# [What is expected]
Count the lines below that carry the word "linecap". Answer with that number alone.

____

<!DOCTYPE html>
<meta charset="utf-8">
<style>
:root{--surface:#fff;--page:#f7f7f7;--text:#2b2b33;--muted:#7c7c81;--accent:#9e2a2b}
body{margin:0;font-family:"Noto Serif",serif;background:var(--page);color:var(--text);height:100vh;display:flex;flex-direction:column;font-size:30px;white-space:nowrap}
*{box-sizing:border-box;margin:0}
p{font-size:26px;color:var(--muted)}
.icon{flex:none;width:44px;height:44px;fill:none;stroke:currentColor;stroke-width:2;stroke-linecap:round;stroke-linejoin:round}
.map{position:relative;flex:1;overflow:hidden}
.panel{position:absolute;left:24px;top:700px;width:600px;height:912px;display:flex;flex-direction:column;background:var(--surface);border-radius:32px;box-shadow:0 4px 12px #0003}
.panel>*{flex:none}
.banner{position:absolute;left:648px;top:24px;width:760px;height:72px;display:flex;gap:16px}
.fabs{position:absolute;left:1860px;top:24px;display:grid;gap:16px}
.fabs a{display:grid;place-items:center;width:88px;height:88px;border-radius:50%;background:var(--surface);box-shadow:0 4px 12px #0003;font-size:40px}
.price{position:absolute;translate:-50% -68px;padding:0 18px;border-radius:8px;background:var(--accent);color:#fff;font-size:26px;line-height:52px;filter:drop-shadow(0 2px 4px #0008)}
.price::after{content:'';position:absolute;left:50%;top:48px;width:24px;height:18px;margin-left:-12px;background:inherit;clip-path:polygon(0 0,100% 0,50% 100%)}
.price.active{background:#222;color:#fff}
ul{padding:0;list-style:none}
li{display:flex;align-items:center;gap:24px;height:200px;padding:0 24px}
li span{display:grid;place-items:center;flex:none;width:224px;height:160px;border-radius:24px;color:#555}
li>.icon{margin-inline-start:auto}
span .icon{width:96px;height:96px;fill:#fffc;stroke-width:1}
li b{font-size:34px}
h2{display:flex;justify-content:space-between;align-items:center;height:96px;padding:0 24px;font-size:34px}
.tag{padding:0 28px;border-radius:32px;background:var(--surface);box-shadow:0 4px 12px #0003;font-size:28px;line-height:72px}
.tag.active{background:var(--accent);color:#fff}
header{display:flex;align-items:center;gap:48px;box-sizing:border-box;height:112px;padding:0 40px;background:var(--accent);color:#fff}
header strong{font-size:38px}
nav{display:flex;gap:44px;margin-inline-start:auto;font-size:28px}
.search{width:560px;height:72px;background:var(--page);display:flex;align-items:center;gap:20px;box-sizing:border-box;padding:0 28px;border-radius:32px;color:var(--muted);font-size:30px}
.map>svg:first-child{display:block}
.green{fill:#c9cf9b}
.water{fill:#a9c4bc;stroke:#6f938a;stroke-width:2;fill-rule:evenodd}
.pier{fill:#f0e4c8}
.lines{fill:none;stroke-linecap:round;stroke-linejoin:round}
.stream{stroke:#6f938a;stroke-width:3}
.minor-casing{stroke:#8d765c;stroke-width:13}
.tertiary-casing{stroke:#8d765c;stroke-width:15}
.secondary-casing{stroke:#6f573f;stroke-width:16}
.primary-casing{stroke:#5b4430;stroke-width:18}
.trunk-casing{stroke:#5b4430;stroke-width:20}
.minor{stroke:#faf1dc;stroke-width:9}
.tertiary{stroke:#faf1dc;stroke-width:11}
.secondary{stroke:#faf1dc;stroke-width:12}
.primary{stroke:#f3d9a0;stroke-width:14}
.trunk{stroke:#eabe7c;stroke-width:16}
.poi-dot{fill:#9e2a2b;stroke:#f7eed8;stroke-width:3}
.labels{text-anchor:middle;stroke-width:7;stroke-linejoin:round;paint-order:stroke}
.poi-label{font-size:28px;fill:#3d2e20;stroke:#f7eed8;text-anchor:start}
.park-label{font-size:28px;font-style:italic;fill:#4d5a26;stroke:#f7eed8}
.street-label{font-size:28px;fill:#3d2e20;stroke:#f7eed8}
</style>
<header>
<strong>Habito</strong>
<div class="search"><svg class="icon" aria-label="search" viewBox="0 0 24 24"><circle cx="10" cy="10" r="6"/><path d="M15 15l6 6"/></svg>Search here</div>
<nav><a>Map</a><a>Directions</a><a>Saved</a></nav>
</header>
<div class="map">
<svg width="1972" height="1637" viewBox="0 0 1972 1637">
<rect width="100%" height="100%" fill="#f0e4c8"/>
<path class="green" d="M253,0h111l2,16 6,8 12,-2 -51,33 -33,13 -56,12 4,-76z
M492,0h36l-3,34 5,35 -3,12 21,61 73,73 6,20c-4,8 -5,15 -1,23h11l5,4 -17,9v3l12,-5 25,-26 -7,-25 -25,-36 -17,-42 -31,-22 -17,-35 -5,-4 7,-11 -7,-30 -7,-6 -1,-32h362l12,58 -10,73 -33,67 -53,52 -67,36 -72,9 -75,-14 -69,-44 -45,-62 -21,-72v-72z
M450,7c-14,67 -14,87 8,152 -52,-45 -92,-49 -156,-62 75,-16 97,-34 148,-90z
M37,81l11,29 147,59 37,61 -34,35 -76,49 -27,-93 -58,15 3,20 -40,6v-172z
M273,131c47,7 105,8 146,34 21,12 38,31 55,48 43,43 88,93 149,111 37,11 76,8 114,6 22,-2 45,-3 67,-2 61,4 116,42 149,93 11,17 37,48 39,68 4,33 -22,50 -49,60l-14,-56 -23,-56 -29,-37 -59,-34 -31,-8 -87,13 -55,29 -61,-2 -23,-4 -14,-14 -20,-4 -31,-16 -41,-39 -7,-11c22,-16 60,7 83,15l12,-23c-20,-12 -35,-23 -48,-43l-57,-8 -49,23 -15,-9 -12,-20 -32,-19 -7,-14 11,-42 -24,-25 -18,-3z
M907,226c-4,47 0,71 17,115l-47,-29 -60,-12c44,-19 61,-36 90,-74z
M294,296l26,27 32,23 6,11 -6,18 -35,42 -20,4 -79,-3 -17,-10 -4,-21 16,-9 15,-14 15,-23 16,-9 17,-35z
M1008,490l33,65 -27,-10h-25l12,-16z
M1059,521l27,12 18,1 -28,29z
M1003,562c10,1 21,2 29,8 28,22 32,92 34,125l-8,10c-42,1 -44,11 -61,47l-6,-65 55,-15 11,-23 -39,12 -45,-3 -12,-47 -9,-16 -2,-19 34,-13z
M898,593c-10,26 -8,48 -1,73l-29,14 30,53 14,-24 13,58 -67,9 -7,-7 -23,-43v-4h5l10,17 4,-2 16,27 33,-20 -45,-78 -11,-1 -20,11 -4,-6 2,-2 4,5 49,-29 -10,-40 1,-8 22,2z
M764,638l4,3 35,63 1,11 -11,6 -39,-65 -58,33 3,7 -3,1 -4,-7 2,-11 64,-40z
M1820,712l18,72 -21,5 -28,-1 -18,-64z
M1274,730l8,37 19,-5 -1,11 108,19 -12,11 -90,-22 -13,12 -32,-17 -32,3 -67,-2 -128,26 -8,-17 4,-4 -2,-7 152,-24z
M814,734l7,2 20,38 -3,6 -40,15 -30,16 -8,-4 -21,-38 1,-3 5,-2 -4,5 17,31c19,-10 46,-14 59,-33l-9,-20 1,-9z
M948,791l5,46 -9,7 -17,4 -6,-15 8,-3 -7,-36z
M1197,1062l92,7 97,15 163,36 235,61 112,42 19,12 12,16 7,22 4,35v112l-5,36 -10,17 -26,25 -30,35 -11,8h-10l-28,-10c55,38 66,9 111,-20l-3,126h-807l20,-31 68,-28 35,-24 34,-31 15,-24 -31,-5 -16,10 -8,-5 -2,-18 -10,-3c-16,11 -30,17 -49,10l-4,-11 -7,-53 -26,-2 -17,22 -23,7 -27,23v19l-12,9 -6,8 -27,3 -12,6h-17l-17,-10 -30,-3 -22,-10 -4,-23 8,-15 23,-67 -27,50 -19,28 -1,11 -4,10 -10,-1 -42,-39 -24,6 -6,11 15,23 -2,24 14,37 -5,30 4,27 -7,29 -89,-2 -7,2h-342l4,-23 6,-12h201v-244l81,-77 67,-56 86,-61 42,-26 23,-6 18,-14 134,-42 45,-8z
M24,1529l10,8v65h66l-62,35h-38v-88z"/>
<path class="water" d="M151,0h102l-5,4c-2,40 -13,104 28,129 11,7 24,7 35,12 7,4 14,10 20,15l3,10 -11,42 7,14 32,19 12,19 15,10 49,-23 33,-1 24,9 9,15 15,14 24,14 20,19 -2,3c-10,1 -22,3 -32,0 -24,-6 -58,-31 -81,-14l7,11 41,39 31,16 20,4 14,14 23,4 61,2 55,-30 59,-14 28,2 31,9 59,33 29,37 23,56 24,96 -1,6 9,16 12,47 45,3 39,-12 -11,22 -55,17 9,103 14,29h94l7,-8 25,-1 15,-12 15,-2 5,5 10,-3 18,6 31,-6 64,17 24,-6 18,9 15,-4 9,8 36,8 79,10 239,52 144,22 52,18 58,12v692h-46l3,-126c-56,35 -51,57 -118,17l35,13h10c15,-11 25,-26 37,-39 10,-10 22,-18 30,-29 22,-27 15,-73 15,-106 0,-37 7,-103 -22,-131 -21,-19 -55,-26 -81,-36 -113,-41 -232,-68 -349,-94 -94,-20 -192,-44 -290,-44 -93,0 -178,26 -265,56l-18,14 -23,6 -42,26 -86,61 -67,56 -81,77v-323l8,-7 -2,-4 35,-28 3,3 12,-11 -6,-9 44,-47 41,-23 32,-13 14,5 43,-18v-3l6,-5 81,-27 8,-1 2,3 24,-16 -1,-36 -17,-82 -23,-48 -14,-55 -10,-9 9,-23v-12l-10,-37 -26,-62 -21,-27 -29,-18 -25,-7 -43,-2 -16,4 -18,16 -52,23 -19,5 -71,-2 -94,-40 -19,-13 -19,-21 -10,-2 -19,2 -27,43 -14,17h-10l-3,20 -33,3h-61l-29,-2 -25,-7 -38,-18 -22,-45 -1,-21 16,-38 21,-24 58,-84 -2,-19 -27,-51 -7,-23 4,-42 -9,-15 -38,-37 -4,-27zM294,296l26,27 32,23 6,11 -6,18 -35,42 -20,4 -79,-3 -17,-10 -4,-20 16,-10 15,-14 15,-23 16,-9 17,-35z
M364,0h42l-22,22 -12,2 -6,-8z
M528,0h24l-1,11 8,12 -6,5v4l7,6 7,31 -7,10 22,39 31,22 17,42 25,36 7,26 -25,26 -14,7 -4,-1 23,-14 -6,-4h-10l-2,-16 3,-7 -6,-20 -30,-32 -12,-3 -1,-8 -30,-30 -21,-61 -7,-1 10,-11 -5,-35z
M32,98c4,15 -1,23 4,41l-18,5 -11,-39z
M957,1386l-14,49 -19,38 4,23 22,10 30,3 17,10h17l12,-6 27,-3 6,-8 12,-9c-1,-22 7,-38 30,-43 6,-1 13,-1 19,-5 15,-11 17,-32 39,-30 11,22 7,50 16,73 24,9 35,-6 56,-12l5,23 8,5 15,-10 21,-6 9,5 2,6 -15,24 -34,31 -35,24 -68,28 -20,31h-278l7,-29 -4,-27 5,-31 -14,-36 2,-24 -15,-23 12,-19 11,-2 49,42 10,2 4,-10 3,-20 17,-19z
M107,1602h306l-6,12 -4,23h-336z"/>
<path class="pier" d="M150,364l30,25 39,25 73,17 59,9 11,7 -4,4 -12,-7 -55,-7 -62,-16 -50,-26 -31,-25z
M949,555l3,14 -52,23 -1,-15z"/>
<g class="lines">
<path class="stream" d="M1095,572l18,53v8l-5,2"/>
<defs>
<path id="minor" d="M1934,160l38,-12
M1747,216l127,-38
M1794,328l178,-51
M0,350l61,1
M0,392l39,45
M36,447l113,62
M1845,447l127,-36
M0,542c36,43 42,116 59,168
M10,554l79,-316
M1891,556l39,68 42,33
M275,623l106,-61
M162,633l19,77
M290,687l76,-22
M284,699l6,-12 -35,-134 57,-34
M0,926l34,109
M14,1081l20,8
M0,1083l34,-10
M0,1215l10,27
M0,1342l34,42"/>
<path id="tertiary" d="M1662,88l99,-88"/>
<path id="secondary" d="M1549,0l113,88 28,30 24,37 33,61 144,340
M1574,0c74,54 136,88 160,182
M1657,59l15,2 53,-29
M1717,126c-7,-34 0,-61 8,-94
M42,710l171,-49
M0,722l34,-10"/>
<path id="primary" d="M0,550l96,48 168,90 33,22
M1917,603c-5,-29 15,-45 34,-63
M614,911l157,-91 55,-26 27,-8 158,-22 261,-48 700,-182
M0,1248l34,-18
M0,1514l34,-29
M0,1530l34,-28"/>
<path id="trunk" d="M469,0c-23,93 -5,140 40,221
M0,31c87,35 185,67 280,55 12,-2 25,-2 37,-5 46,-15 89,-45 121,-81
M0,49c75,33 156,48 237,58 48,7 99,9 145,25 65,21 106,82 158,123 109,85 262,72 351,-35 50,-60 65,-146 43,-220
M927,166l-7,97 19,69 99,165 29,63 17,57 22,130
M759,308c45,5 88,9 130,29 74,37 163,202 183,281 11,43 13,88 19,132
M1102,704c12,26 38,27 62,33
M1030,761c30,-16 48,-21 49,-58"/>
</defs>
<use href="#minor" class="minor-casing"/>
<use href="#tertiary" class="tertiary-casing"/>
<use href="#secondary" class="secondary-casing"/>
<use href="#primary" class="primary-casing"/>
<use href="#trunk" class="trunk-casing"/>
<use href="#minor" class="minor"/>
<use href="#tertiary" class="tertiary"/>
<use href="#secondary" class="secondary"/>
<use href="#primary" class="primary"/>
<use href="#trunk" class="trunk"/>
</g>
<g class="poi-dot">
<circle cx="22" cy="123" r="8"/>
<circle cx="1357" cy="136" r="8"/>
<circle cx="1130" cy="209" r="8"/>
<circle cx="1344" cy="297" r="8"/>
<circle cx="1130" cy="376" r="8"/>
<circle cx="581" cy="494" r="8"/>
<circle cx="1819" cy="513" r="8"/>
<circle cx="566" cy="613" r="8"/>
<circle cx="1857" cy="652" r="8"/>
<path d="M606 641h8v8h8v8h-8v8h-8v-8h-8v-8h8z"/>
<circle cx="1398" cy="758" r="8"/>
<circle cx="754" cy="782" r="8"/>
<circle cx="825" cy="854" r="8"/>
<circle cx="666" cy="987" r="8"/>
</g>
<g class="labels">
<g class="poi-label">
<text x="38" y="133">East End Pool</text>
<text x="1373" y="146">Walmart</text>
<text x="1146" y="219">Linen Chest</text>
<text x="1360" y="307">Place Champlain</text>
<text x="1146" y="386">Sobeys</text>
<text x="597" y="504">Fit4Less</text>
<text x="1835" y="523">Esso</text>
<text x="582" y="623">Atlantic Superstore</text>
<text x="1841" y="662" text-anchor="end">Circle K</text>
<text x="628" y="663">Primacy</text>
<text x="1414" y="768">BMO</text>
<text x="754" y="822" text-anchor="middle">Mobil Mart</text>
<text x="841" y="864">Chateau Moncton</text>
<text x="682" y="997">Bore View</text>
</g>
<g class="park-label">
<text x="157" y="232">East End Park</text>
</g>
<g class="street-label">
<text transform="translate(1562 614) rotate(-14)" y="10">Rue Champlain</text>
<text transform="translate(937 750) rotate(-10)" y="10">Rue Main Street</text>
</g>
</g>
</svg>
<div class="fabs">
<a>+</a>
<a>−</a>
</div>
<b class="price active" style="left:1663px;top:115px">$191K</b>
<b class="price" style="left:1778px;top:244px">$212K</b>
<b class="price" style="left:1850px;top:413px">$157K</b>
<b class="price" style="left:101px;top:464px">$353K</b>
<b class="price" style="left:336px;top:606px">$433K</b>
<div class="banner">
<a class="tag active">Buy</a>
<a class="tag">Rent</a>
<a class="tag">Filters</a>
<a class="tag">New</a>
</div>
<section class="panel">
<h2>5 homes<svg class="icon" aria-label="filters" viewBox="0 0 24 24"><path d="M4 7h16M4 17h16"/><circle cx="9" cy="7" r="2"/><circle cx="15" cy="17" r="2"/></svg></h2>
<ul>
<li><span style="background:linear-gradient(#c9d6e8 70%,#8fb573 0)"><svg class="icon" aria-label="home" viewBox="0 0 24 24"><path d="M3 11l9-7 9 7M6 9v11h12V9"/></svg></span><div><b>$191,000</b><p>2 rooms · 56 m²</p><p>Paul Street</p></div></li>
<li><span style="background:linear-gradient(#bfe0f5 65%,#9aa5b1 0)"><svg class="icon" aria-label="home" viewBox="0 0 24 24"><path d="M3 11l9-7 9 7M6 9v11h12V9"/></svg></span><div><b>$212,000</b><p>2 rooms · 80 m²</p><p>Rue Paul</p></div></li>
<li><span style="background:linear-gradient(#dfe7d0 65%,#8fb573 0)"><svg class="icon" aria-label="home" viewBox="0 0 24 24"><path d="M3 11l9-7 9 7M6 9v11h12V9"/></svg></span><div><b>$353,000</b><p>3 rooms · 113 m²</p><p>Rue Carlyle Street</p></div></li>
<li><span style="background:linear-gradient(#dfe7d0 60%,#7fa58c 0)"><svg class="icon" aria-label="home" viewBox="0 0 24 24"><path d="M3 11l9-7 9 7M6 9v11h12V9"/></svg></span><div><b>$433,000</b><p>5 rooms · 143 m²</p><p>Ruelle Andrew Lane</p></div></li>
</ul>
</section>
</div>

____

# [Written response]
2